**EXERCISE DIRECTIONS:**
Check every line of the entries for "linecap", and copy the lines that hold it.

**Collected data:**
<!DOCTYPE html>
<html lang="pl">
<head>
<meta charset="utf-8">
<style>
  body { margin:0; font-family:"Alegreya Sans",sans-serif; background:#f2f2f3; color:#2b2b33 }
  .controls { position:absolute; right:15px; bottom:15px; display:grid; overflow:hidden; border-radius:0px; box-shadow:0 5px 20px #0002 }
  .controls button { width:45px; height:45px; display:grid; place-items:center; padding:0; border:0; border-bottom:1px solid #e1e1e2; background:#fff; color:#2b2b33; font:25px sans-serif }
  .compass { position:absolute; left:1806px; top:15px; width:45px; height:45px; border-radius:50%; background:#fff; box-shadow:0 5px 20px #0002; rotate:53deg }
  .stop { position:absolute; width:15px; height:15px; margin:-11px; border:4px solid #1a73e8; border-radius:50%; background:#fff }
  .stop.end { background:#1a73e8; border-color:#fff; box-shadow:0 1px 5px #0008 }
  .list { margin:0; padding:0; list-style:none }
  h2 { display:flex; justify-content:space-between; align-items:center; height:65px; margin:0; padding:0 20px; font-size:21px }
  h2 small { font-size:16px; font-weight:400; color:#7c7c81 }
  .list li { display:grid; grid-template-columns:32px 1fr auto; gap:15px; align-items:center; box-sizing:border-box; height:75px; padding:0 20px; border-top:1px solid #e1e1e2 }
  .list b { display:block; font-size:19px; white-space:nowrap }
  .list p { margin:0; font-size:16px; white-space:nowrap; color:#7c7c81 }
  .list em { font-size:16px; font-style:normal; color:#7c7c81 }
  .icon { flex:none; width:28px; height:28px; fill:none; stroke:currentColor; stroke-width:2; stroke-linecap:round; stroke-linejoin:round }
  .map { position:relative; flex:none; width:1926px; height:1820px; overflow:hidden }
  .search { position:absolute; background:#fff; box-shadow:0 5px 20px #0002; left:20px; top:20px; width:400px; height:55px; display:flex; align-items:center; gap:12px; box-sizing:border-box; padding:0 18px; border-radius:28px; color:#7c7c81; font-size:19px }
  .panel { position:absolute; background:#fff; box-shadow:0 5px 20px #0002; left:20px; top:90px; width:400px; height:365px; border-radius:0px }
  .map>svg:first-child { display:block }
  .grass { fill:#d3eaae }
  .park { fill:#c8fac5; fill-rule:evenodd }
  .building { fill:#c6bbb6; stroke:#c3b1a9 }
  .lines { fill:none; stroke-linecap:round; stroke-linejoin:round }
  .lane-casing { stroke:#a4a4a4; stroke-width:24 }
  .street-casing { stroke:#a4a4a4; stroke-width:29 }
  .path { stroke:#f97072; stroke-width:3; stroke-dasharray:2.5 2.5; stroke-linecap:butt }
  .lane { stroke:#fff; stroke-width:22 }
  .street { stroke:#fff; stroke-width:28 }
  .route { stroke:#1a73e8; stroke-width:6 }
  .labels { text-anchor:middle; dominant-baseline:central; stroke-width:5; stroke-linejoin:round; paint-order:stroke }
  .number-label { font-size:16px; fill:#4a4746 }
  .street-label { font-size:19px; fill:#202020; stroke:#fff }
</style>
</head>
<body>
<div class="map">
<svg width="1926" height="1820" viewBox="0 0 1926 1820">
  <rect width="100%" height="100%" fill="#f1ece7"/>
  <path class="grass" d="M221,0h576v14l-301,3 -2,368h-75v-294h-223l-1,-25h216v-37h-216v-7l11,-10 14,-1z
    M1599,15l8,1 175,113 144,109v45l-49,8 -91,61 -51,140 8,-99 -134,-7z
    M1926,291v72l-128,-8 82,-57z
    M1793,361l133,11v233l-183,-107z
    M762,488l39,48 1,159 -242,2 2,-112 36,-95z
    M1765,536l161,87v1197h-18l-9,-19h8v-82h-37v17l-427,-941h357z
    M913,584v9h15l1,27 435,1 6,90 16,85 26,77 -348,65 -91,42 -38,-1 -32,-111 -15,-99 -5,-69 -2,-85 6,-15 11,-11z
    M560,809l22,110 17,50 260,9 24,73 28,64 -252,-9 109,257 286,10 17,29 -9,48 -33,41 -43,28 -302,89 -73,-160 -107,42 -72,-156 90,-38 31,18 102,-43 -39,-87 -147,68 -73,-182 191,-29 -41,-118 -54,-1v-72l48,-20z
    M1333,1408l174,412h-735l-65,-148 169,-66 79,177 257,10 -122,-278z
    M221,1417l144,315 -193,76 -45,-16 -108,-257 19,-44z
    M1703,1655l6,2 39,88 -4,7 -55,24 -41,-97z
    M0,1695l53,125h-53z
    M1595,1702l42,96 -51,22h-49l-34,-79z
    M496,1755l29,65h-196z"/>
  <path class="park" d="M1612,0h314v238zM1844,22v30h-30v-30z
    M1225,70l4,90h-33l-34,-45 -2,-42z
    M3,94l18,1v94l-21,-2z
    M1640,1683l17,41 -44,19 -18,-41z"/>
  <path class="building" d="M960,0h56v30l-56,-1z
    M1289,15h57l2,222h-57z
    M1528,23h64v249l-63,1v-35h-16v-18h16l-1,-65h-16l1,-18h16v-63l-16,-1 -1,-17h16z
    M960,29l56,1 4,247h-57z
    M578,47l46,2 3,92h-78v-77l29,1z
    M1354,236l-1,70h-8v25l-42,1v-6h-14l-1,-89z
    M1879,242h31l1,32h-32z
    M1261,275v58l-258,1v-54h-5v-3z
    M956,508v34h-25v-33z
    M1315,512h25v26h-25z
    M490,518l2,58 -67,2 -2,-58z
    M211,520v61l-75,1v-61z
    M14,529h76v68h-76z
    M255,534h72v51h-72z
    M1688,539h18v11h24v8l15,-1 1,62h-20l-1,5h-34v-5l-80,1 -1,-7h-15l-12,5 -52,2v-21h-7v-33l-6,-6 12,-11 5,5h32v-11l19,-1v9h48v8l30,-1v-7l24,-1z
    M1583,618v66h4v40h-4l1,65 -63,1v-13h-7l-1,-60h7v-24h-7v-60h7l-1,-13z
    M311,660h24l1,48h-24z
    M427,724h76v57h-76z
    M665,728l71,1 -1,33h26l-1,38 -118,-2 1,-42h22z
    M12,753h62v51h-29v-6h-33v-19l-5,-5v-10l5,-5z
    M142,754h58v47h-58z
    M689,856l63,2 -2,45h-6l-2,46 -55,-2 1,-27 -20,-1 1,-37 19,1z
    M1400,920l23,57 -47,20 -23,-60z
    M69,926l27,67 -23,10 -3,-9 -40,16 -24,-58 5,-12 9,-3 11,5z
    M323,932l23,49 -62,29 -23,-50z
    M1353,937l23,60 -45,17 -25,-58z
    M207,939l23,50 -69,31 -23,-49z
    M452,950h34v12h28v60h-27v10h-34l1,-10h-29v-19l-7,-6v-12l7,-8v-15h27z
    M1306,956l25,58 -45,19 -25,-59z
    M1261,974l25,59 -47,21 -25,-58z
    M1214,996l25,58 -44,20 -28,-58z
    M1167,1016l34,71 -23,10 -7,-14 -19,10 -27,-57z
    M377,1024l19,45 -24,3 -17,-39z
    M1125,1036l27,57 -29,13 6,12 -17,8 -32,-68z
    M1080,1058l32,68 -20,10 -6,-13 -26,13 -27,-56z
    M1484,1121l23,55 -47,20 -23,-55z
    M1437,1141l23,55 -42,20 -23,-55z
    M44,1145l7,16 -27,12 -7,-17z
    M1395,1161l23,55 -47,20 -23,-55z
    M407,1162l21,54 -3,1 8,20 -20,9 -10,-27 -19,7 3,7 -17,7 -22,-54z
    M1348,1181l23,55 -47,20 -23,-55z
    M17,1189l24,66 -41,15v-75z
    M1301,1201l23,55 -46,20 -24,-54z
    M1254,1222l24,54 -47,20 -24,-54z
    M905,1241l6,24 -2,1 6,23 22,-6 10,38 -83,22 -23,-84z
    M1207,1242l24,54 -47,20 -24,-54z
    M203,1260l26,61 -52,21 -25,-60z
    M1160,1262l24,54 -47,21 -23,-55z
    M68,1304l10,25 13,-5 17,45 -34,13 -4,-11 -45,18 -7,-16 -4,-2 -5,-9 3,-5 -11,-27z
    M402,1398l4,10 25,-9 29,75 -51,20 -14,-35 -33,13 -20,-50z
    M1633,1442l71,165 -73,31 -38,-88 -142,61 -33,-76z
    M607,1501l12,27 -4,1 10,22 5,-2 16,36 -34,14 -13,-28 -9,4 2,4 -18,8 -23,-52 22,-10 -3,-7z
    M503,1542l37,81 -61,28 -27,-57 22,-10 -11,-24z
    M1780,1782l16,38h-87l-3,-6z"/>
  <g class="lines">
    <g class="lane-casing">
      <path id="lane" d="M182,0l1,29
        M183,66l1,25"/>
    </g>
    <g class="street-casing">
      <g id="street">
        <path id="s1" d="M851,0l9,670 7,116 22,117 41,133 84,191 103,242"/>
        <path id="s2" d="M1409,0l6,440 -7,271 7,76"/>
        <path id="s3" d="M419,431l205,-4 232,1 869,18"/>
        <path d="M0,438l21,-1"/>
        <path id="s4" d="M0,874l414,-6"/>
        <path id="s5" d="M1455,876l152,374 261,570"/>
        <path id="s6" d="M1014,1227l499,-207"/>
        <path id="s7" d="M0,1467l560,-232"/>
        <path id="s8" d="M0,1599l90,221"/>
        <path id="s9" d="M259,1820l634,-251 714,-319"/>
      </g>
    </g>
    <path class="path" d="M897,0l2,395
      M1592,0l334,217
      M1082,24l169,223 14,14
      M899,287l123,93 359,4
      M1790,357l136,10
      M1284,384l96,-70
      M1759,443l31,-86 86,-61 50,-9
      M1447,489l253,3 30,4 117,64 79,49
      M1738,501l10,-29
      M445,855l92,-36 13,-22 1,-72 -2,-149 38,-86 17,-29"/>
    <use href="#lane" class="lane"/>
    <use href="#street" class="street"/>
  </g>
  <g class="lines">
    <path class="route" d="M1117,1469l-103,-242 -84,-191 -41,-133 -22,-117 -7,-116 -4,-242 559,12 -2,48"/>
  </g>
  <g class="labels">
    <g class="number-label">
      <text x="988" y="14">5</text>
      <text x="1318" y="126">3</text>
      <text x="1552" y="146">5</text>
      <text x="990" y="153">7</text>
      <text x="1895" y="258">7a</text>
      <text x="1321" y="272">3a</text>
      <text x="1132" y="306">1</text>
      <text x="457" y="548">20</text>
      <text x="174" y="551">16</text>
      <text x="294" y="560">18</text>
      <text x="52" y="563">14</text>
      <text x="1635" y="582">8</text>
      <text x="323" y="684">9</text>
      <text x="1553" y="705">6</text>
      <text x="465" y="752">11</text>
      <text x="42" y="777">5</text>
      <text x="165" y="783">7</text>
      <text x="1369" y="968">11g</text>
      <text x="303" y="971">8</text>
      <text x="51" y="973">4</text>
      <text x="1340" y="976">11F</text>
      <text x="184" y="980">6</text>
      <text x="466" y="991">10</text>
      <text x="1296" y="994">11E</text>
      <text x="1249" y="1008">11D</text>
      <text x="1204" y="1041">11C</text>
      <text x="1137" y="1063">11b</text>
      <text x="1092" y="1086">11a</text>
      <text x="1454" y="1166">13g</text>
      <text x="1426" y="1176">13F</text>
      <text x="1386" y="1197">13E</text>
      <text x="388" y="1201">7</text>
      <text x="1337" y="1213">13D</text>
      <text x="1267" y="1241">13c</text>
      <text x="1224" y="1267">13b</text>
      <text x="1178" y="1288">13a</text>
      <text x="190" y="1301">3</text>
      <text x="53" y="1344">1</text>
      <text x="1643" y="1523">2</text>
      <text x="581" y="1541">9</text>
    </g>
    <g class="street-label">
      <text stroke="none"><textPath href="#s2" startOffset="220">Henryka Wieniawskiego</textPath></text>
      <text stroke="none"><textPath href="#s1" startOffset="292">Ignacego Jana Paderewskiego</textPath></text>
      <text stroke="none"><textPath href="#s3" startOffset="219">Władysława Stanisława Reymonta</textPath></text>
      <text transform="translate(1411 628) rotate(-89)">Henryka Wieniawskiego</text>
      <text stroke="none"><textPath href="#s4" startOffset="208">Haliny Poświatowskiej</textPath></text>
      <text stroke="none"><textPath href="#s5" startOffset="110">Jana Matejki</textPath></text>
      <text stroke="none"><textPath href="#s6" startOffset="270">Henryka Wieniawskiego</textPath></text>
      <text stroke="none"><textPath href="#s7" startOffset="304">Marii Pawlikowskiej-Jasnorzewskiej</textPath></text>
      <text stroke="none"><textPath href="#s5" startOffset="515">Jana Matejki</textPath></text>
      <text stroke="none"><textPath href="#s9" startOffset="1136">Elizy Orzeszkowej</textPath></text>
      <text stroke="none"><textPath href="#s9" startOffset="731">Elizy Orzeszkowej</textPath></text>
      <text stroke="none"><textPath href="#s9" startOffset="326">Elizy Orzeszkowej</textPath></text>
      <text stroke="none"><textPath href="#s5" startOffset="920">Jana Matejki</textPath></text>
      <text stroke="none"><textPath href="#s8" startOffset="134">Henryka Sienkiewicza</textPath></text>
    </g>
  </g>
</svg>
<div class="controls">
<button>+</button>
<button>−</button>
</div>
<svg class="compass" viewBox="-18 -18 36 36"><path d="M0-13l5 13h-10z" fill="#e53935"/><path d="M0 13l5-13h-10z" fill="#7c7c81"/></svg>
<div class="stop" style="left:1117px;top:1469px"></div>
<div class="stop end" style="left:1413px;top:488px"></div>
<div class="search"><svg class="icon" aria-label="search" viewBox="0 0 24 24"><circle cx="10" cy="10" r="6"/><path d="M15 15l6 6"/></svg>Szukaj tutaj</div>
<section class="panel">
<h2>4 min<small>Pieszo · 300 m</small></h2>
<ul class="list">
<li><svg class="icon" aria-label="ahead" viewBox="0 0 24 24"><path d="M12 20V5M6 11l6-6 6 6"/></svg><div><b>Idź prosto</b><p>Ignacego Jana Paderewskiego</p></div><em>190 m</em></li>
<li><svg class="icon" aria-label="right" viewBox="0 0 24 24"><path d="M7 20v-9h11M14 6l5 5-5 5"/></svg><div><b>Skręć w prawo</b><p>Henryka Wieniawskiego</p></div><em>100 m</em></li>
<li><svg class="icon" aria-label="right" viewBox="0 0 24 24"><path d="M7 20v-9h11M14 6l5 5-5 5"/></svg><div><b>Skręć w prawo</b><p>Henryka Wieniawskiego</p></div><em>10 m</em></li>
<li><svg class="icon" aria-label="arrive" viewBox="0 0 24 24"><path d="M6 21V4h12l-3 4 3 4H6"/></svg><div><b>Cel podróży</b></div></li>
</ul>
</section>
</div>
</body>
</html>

**ANSWER AREA:**
  .icon { flex:none; width:28px; height:28px; fill:none; stroke:currentColor; stroke-width:2; stroke-linecap:round; stroke-linejoin:round }
  .lines { fill:none; stroke-linecap:round; stroke-linejoin:round }
  .path { stroke:#f97072; stroke-width:3; stroke-dasharray:2.5 2.5; stroke-linecap:butt }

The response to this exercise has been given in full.